WORK REQUEST:
Work through the data below and state how many lines contain "screen", giving that number alone.

Stored data
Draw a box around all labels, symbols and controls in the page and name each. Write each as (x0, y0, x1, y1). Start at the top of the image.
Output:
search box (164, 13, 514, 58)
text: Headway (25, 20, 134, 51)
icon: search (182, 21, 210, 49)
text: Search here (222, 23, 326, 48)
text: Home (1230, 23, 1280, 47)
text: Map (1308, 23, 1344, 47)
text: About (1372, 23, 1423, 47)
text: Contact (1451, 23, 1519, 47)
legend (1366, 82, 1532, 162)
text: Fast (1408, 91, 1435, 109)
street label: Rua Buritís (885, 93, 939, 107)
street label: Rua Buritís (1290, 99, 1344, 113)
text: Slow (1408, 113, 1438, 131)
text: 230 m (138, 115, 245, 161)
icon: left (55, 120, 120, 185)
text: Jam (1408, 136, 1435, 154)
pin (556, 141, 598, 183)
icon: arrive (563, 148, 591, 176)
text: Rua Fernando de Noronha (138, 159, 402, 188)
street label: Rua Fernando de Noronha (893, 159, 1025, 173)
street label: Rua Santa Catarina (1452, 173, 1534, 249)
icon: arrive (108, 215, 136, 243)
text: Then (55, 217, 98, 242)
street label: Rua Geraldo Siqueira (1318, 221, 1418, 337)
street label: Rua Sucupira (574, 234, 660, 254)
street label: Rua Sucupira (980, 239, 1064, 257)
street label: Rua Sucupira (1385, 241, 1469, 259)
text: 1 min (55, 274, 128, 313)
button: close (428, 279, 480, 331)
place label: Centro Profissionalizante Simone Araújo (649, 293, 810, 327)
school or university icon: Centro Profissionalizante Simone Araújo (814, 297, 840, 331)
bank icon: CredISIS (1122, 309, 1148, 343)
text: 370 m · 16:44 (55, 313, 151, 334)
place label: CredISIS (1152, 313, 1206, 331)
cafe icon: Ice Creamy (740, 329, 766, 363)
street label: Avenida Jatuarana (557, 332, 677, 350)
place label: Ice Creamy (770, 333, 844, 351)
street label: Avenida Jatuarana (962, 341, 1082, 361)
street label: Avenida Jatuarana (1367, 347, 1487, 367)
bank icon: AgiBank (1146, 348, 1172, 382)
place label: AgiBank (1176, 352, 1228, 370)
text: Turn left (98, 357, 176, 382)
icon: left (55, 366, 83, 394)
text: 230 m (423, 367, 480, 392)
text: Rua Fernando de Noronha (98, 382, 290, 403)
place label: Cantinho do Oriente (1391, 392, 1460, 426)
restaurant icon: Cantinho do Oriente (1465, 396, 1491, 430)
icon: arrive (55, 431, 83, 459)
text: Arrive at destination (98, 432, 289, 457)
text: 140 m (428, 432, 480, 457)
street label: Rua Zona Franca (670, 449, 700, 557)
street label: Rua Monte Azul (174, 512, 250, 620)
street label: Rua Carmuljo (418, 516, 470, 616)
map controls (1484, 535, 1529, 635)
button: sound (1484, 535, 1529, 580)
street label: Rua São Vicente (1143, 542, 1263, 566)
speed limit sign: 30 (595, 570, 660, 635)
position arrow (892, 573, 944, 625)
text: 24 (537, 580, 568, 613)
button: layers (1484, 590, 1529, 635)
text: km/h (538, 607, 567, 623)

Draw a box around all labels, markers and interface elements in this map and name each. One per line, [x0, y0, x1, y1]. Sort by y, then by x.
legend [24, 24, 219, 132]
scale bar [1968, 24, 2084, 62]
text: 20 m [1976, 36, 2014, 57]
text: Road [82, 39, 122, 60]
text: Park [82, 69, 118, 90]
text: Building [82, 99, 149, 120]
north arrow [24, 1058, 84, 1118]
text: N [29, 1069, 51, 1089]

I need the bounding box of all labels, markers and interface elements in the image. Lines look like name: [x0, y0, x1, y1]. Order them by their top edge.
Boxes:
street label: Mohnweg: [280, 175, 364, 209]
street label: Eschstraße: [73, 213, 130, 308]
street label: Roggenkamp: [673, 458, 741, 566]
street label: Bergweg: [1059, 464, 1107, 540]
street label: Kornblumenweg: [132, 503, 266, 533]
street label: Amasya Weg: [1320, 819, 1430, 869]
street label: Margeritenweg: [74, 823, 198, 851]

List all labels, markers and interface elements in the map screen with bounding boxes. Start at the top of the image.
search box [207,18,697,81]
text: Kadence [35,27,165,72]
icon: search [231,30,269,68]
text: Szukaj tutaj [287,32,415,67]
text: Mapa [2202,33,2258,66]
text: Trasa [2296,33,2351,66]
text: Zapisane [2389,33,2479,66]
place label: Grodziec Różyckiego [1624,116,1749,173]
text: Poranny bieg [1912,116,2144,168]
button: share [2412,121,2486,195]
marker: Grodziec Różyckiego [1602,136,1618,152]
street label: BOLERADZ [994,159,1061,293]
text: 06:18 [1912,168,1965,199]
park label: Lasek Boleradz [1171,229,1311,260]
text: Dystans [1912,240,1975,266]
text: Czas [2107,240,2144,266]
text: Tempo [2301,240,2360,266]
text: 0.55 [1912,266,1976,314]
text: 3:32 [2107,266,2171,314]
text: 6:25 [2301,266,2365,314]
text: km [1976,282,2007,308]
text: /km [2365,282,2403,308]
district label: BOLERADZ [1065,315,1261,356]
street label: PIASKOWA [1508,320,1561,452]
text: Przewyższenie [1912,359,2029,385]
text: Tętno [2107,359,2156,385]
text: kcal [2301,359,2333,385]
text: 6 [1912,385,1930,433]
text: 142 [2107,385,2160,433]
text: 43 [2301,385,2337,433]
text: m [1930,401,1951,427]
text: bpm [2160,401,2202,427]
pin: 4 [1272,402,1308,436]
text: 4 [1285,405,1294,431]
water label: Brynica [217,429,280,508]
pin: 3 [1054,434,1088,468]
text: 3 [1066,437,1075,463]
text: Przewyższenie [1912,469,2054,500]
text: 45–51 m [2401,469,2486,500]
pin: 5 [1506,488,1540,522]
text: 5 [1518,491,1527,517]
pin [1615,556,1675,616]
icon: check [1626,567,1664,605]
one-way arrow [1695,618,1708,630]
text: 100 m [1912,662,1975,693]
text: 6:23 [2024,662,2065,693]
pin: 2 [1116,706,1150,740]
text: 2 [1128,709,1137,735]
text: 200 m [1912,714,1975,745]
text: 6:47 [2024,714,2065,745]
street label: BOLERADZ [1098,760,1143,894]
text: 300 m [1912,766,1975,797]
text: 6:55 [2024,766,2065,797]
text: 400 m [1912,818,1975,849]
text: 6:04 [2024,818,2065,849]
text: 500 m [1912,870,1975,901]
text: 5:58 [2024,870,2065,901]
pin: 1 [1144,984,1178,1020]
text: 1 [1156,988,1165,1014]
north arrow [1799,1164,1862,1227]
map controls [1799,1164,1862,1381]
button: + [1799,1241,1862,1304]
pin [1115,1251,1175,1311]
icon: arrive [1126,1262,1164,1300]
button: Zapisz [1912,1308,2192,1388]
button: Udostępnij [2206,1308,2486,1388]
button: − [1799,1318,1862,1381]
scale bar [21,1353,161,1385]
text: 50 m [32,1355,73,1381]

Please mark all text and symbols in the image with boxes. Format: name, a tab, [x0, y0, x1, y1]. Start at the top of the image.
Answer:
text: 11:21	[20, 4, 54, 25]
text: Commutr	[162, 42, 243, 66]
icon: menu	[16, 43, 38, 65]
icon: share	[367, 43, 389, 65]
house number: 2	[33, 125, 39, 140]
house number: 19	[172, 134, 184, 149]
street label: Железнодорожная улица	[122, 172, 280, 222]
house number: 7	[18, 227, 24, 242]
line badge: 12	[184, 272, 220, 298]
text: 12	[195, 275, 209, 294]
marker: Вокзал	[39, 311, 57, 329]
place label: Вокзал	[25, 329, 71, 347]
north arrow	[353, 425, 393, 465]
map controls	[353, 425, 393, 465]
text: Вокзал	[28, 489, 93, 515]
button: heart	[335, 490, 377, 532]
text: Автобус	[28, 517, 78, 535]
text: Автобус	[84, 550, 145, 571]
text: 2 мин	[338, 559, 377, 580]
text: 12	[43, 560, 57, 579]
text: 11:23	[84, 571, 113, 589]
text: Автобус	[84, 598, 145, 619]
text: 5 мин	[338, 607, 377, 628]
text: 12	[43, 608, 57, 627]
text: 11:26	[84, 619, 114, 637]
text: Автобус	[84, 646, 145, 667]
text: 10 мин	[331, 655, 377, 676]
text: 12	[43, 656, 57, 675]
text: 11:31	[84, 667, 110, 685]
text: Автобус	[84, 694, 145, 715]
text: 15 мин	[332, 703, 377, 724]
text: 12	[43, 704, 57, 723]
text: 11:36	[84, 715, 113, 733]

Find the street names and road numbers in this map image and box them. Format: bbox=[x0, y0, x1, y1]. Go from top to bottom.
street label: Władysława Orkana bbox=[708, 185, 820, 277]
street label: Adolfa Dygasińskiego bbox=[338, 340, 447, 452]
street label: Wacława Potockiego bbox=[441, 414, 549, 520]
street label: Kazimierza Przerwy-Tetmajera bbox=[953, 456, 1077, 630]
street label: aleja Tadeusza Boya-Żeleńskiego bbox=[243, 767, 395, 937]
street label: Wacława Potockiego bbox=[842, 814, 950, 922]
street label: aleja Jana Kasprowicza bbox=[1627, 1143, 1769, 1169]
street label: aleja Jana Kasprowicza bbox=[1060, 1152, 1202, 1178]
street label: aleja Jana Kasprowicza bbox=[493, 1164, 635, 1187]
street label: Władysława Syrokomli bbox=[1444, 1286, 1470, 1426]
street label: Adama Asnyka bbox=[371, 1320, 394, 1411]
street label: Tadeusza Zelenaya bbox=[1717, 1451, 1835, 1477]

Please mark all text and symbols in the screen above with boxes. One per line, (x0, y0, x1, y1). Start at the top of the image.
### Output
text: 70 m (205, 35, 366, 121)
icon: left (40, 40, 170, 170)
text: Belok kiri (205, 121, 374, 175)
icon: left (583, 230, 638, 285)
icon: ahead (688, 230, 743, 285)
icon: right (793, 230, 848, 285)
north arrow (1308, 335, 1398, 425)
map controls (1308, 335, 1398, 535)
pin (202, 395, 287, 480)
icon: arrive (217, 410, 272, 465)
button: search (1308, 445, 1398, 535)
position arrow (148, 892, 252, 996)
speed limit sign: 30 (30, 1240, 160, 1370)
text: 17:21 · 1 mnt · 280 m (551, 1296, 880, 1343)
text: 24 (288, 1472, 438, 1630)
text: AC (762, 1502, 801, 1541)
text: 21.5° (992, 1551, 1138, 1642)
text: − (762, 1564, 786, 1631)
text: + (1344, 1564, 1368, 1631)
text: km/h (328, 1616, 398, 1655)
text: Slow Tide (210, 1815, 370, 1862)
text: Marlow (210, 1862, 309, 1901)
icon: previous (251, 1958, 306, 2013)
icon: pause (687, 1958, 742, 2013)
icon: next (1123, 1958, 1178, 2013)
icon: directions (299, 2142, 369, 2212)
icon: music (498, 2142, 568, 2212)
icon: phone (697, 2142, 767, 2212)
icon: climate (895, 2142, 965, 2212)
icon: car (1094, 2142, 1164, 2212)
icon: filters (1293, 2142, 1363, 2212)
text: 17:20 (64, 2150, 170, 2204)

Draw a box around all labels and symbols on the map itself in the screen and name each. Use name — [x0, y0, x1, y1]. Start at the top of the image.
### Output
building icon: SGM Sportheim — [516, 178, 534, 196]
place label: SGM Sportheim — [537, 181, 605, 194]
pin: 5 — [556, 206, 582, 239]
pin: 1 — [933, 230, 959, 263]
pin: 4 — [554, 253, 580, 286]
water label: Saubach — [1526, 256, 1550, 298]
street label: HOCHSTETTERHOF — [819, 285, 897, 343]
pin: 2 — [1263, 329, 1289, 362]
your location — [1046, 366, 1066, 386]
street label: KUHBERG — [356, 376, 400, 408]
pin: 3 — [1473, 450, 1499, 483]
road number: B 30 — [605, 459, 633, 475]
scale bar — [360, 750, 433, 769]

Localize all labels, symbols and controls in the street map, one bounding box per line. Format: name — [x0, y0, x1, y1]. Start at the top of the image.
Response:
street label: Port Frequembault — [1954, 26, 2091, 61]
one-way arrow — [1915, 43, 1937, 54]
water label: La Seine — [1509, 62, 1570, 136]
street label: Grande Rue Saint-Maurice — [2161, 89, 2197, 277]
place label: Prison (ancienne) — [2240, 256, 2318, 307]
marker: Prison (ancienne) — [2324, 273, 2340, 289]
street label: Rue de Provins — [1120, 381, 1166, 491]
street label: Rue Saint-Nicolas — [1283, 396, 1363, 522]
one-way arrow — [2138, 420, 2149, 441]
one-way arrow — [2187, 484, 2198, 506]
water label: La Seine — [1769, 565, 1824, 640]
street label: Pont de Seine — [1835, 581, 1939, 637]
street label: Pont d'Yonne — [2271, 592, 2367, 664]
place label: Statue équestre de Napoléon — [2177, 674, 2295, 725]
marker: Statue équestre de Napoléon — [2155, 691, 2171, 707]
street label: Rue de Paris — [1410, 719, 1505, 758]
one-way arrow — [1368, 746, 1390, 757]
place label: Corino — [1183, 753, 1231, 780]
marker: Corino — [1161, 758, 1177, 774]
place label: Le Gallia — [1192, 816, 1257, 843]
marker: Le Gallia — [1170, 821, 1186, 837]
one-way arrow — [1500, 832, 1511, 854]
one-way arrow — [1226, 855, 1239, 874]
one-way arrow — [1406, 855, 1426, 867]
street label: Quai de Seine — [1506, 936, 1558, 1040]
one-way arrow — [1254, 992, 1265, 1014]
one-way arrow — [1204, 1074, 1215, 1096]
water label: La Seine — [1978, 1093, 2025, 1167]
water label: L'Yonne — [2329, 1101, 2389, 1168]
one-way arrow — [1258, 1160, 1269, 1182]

ANSWER SPACE:
3